A sweet sixteen. 8) 

Looking foward to shooting some grouse and pheasant with this one.


----------



## perchin (Jan 18, 2011)

Very nice sir =D>


----------



## FishingBuds (Jan 18, 2011)

we don't see those around here very much anymore, nice =D>


----------



## Jim (Jan 18, 2011)

nice gun man!


----------



## KMixson (Jan 18, 2011)

I didn't know they made sixteens anymore. My father had one and the shells became very scarce around my neck of the woods.


----------



## pharaoh2 (Jan 18, 2011)

Thanks guys. Some makers still offer the 16 bore new, but this one isn't. I haven't dated it yet but I'll estimate her around 40 years old.


----------



## lswoody (Jan 18, 2011)

Very,very sweet!!!!! Can you say, "reloading"???? congrats on your new gun.


----------



## pharaoh2 (Jan 18, 2011)

Thanks! Actually lucky for me ammo isn't that hard to find.


----------



## Quackrstackr (Jan 19, 2011)

Nice.

I have one that was given to me by my grandfather for high school graduation. It was a gun that was shared by his father and uncle at one time. It is a safe queen because of the sentimental value.

That gun should make a fine ditch tiger gun as well. :lol:


----------



## nathanielrthomas (Jan 19, 2011)

Ditch parrot :LMFAO: Never heard that before, had to google it.


----------



## pharaoh2 (Jan 22, 2011)

I mean it with the upmost respect when I call them that. :mrgreen: 

I just polished up the barrels a little bit. I took some gun porn pics the other night, she cleans up well.

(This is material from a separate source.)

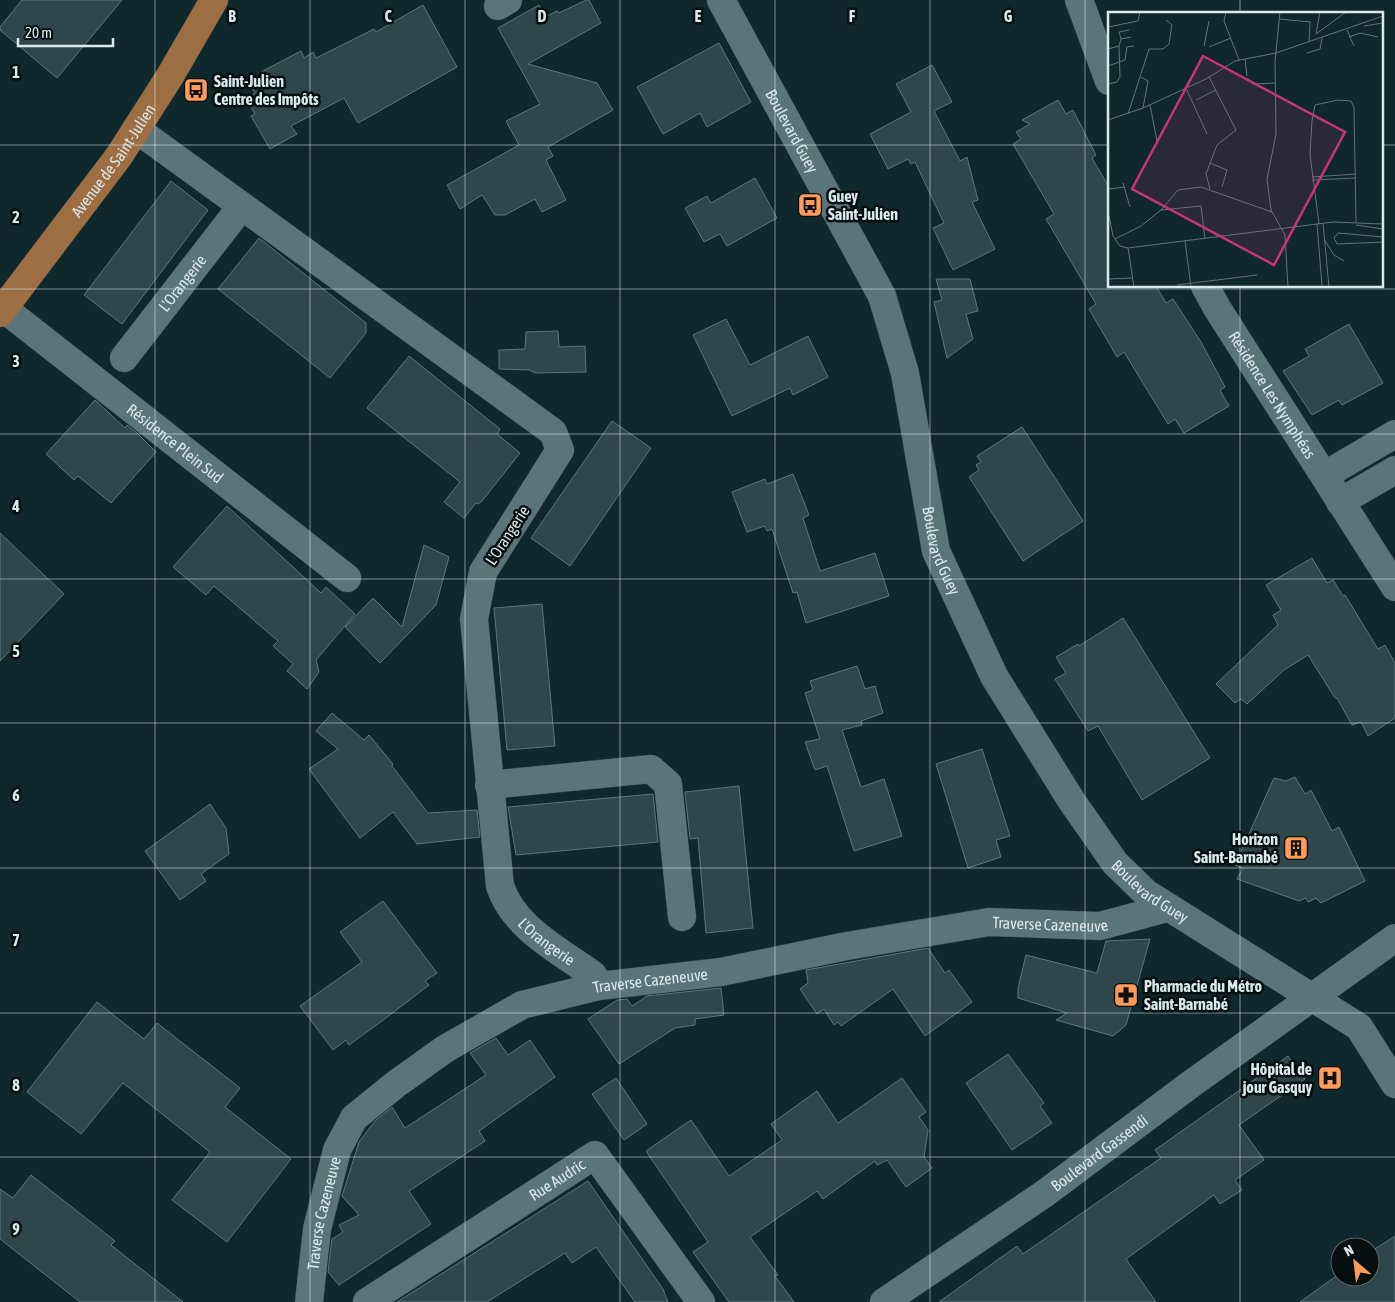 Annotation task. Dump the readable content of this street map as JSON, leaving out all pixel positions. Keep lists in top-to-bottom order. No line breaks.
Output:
{"streets":{"main road":["Avenue de Saint-Julien"],"street":["Boulevard Guey","L'Orangerie","Résidence Les Nymphéas","Résidence Plein Sud","Traverse Cazeneuve","Boulevard Gassendi","Rue Audric"]},"crossings":[["Boulevard Guey","Traverse Cazeneuve"],["Boulevard Guey","Boulevard Gassendi"],["Avenue de Saint-Julien","L'Orangerie"],["Avenue de Saint-Julien","Résidence Plein Sud"],["L'Orangerie","Traverse Cazeneuve"]],"places":{"bus stop":["Saint-Julien Centre des Impôts","Guey Saint-Julien"],"building":["Horizon Saint-Barnabé"],"pharmacy":["Pharmacie du Métro Saint-Barnabé"],"hospital":["Hôpital de jour Gasquy"]},"scale_bar":"20 m","north":"top left","grid":{"columns":["B","C","D","E","F","G"],"rows":["1","2","3","4","5","6","7","8","9"]}} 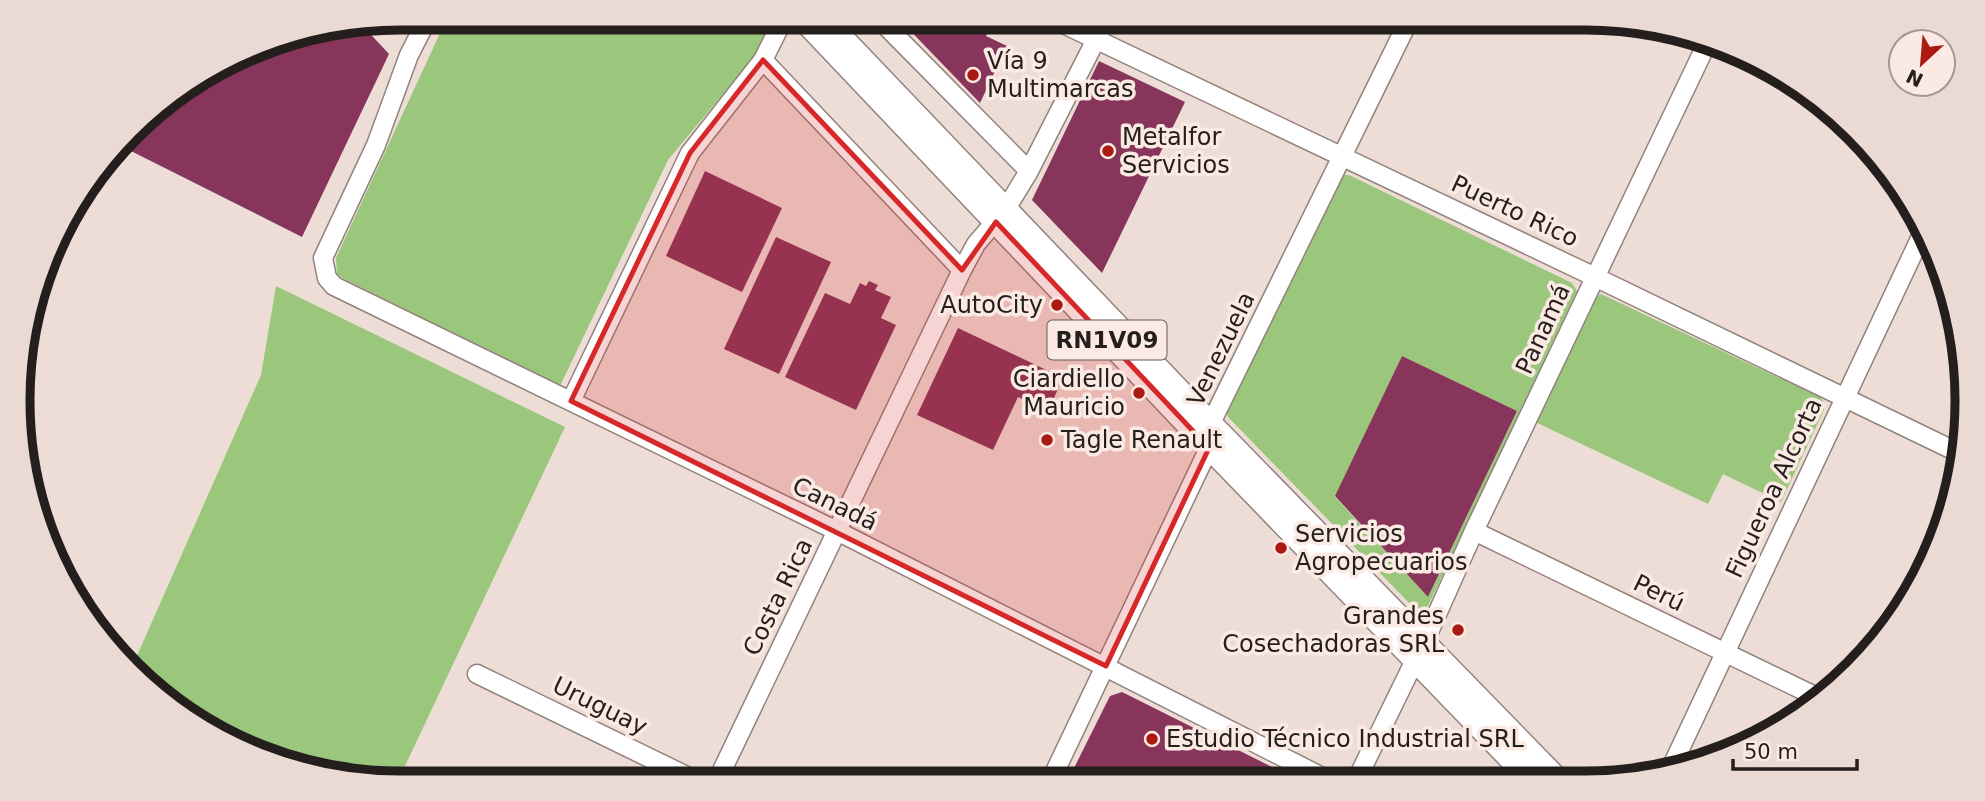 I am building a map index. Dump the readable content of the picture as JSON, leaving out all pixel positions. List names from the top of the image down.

After a little online research, I've learned this gun was probably made between the late 30's to the late 40's. Though I want to say 1949, the markings just don't match up. I wish I could find a bit more definitive age, but suffice it to say, that's old enough.


----------



## lckstckn2smknbrls (Jan 23, 2011)

You should post the pictures on www.shotgunworld,com The have an ID & value and a 16Ga forum.


----------



## lswoody (Jan 24, 2011)

That is realy a good looking gun. Let us know what you find out about it.


----------



## Andy (Feb 1, 2011)

Great looking gun... I'll send you my addy so you can get it in the mail tomorrow...


----------



## Catarafter (Feb 28, 2011)

I shot some of my first ducks with a single shot 16.


----------



## ray55classic (Mar 11, 2011)

Theres something about those straight stocks that just looks and mounts so right on a shotgun . That checkering looks outstanding, Great find....


----------